The Banff Classification provides the global standard for evaluating renal transplant biopsies, yet its semi-quantitative nature, complex criteria, and inter-observer variability present significant challenges for computational replication. In this study, we explore the feasibility of approximating Banff lesion scores using existing deep learning models through a modular, rule-based framework. We decompose each Banff indicator - such as glomerulitis (g), peritubular capillaritis (ptc), and intimal arteritis (v) - into its constituent structural and inflammatory components, and assess whether current segmentation and detection tools can support their computation. Model outputs are mapped to Banff scores using heuristic rules aligned with expert guidelines, and evaluated against expert-annotated ground truths. Our findings highlight both partial successes and critical failure modes, including structural omission, hallucination, and detection ambiguity. Even when final scores match expert annotations, inconsistencies in intermediate representations often undermine interpretability. These results reveal the limitations of current AI pipelines in replicating computational expert-level grading, and emphasize the importance of modular evaluation and computational Banff grading standard in guiding future model development for transplant pathology.

Paper Structure

This paper contains 11 sections, 9 equations, 5 figures.

Figures (5)

  • Figure 1: Component-level decomposition of Banff lesion scores and model support status. Each Banff indicator (e.g., g, v, ptc) is represented as a combination of required cellular and structural features. The left panel shows visual examples of representative tissue components segmented by existing models. The right panel maps each Banff score to its constituent elements and indicates whether current models in our pipeline can detect them: ✓ indicates sufficient support, ✗ indicates missing capability, and ? indicates partial or uncertain feasibility. This mapping reveals which Banff scores are currently tractable using existing tools and highlights unresolved challenges, especially for indicators like i, ci, ct, and cg.
  • Figure 2: Visual workflow for Banff lesion score computation.
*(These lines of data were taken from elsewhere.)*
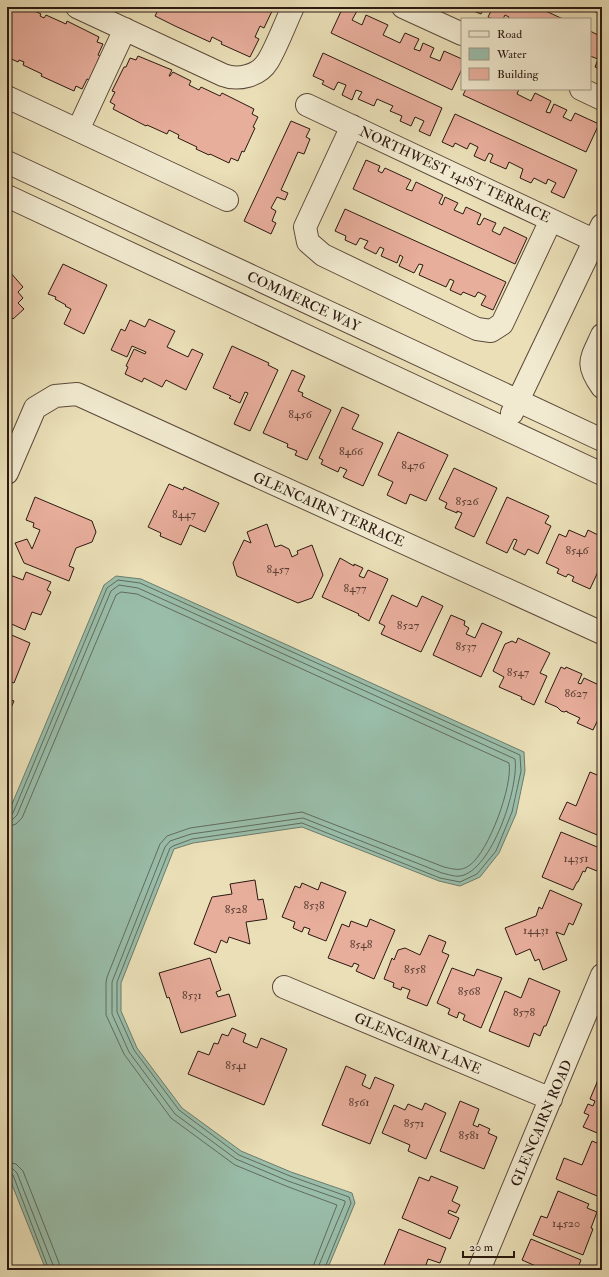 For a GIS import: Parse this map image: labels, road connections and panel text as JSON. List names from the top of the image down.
{
  "streets": {
    "street": [
      "NORTHWEST 141ST TERRACE",
      "COMMERCE WAY",
      "GLENCAIRN TERRACE",
      "GLENCAIRN LANE",
      "GLENCAIRN ROAD"
    ]
  },
  "crossings": [
    ["GLENCAIRN LANE", "GLENCAIRN ROAD"]
  ],
  "house_numbers": [
    "8456",
    "8466",
    "8476",
    "8526",
    "8447",
    "8546",
    "8457",
    "8477",
    "8527",
    "8537",
    "8547",
    "8627",
    "14351",
    "8538",
    "8528",
    "14431",
    "8548",
    "8558",
    "8568",
    "8531",
    "8578",
    "8541",
    "8561",
    "8571",
    "8581",
    "14520"
  ],
  "legend": ["Road", "Water", "Building"],
  "scale_bar": "20 m"
} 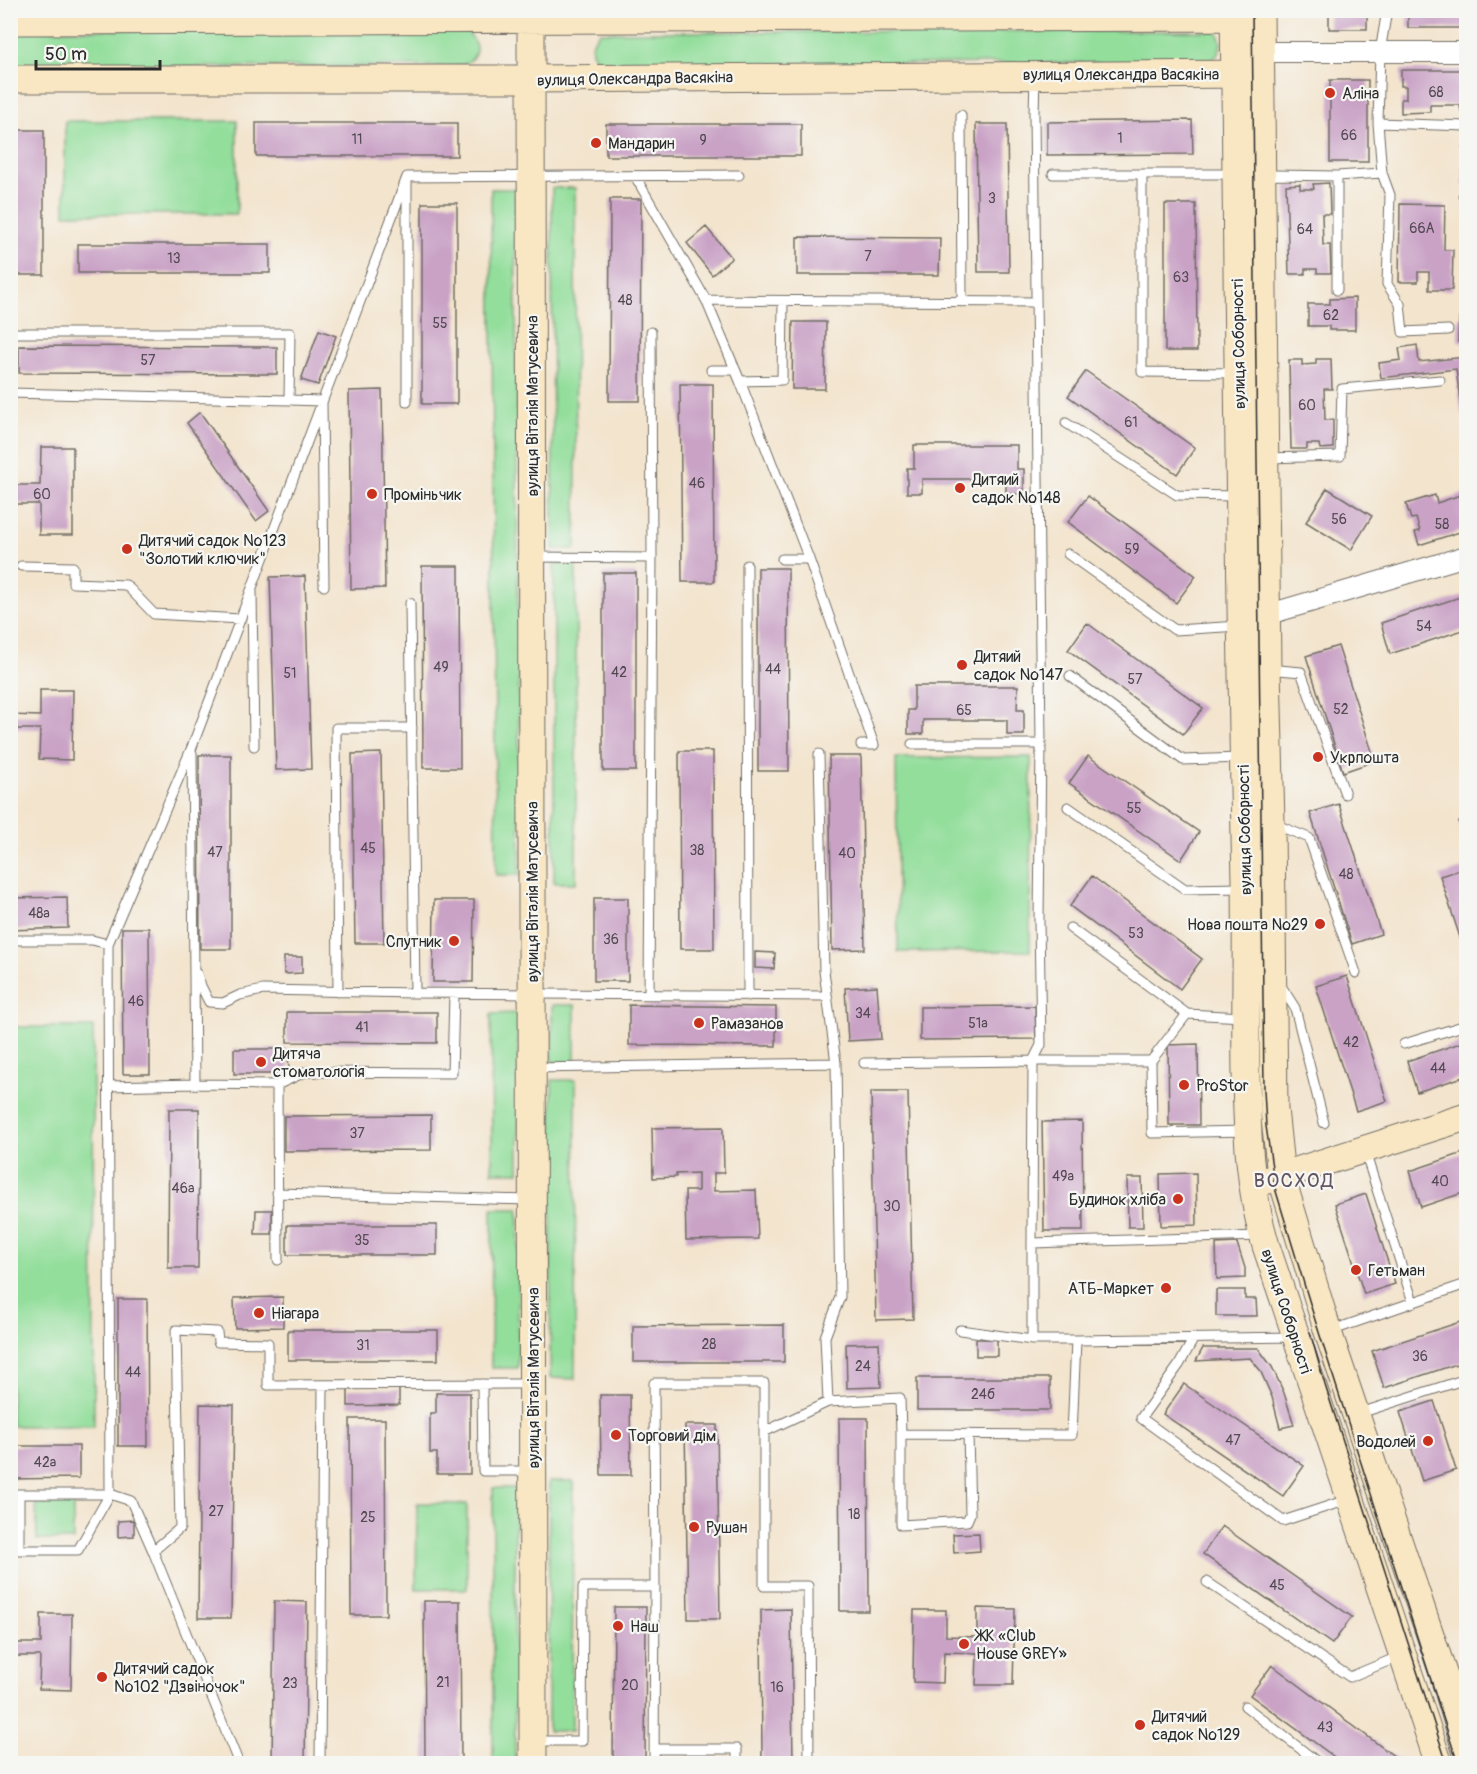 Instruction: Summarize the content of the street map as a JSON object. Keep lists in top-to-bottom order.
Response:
{
  "streets": {
    "street": ["вулиця Олександра Васякіна", "вулиця Соборності", "вулиця Віталія Матусевича"]
  },
  "crossings": [
    ["вулиця Олександра Васякіна", "вулиця Соборності"],
    ["вулиця Олександра Васякіна", "вулиця Віталія Матусевича"]
  ],
  "districts": ["ВОСХОД"],
  "places": [
    "Аліна",
    "Мандарин",
    "Дитяий садок №148",
    "Проміньчик",
    "Дитячий садок №123 \"Золотий ключик\"",
    "Дитяий садок №147",
    "Укрпошта",
    "Нова пошта №29",
    "Спутник",
    "Рамазанов",
    "Дитяча стоматологія",
    "ProStor",
    "Будинок хліба",
    "Гетьман",
    "АТБ-Маркет",
    "Ніагара",
    "Торговий дім",
    "Водолей",
    "Рушан",
    "Наш",
    "ЖК «Club House GREY»",
    "Дитячий садок №102 \"Дзвіночок\"",
    "Дитячий садок №129"
  ],
  "house_numbers": [
    "68",
    "66",
    "1",
    "11",
    "9",
    "3",
    "66А",
    "64",
    "7",
    "13",
    "63",
    "48",
    "62",
    "55",
    "57",
    "60",
    "61",
    "46",
    "60",
    "56",
    "58",
    "59",
    "54",
    "49",
    "44",
    "42",
    "51",
    "57",
    "52",
    "65",
    "55",
    "45",
    "38",
    "47",
    "40",
    "48",
    "48а",
    "53",
    "36",
    "46",
    "34",
    "51а",
    "41",
    "42",
    "44",
    "37",
    "49а",
    "40",
    "46а",
    "30",
    "35",
    "28",
    "31",
    "36",
    "24",
    "44",
    "24б",
    "47",
    "42а",
    "27",
    "18",
    "25",
    "45",
    "21",
    "23",
    "20",
    "16",
    "43"
  ],
  "scale_bar": "50 m"
}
Each row illustrates the process of combining structural segmentation and inflammatory cell detection to derive the Banff score for (a) glomerulitis, (b) peritubular capillaritis, and (c) intimal arteritis. The final scores are assigned based on the corresponding rules and thresholds defined in Eqs. \ref{['eq:g-score']}, \ref{['eq:ptc-score']}, and \ref{['eq:v-score']}.
  • Figure 3: Confusion matrices for model-predicted Banff scores versus ground truth across three lesion types: (a) glomerulitis ($g$), (b) peritubular capillaritis ($ptc$), and (c) intimal arteritis ($v$). Color intensity reflects prediction counts, with perfect agreement on the diagonal.
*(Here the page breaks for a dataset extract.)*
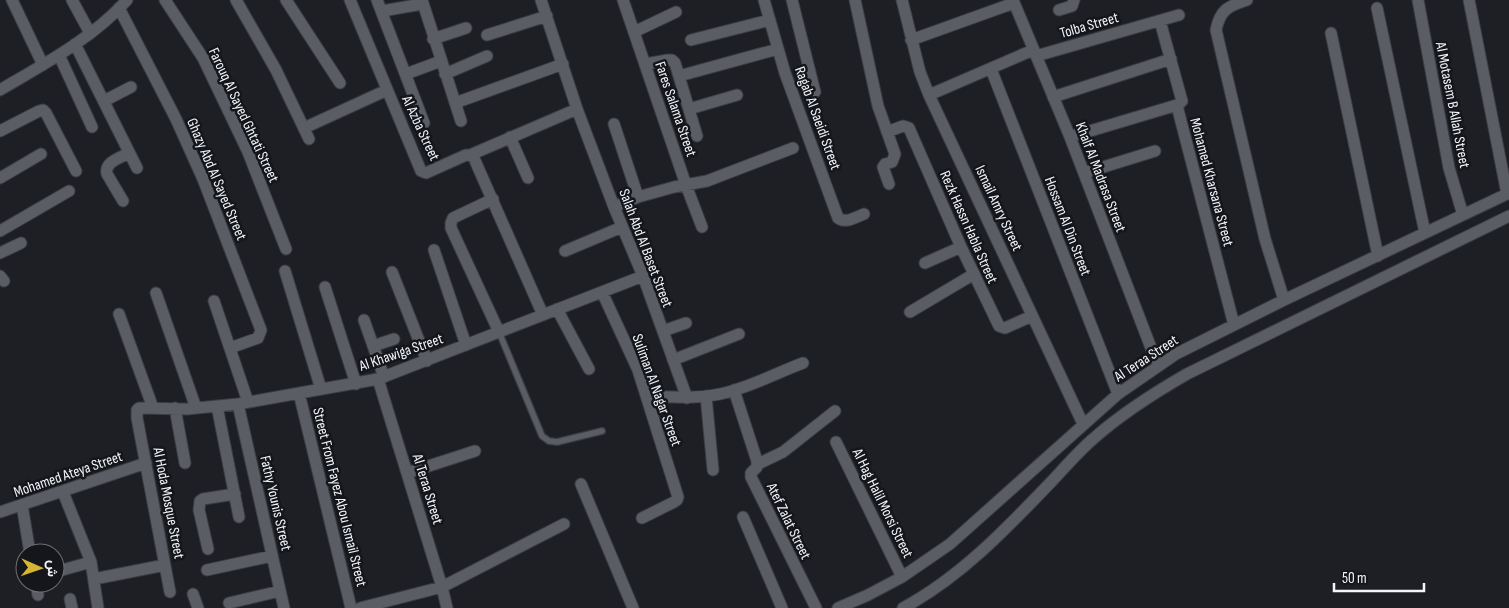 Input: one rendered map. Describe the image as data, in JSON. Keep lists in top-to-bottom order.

  • Figure 4: Representative structural segmentation errors affecting Banff lesion scoring. (a) Omission errors cause false negatives in ptc, while (b) hallucinations cause false positives in v. Both highlight how segmentation inaccuracies propagate to downstream Banff scores.
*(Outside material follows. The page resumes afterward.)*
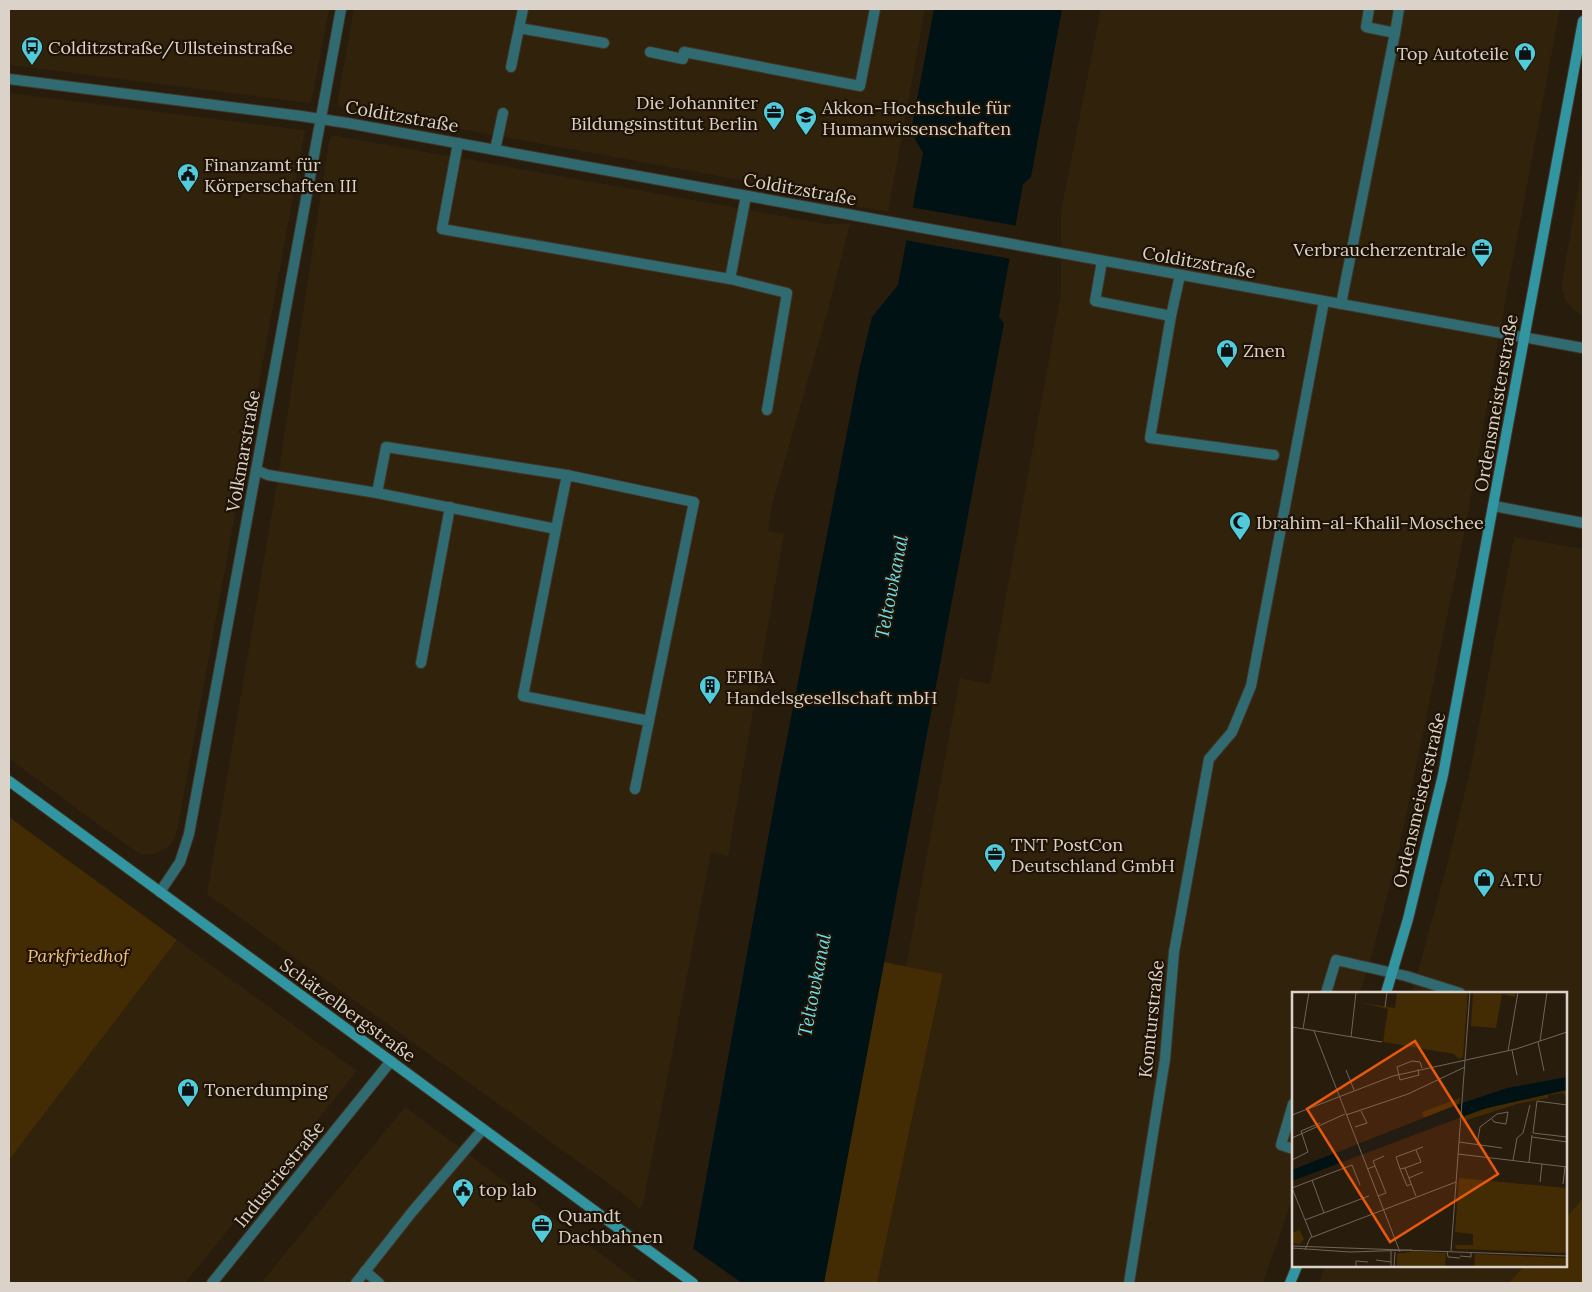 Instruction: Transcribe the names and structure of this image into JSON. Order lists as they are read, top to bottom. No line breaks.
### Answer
{"streets":{"street":["Colditzstraße","Ordensmeisterstraße","Volkmarstraße","Schätzelbergstraße","Komturstraße","Industriestraße"]},"crossings":[["Colditzstraße","Ordensmeisterstraße"],["Colditzstraße","Volkmarstraße"],["Colditzstraße","Komturstraße"],["Volkmarstraße","Schätzelbergstraße"],["Schätzelbergstraße","Industriestraße"]],"water":["Teltowkanal"],"parks":["Parkfriedhof"],"places":{"bus stop":["Colditzstraße/Ullsteinstraße"],"shop":["Top Autoteile","Znen","A.T.U","Tonerdumping"],"office":["Die Johanniter Bildungsinstitut Berlin","Verbraucherzentrale","TNT PostCon Deutschland GmbH","Quandt Dachbahnen"],"school or university":["Akkon-Hochschule für Humanwissenschaften"],"public building":["Finanzamt für Körperschaften III","top lab"],"mosque":["Ibrahim-al-Khalil-Moschee"],"building":["EFIBA Handelsgesellschaft mbH"]}}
  • Figure 5: A representative case where the predicted glomerulitis score ($g=1$) matches the ground truth, yet the inflammatory cell detection results remain ambiguous. Left: model-predicted structural segmentation and inflammatory cells overlaid on the tissue section. Middle: zoomed-in glomerulus with annotated true positives (TP), false positives (FP), and false negatives (FN). Right: expert-annotated ground truth image. Although the overall score is correct, the segmentation and localization of inflammatory cells are not precisely aligned with the expert reference. This illustrates the inherent difficulty of reliably computing semi-quantitative Banff scores when intermediate representations—such as inflammatory cell maps—are themselves uncertain or ill-defined.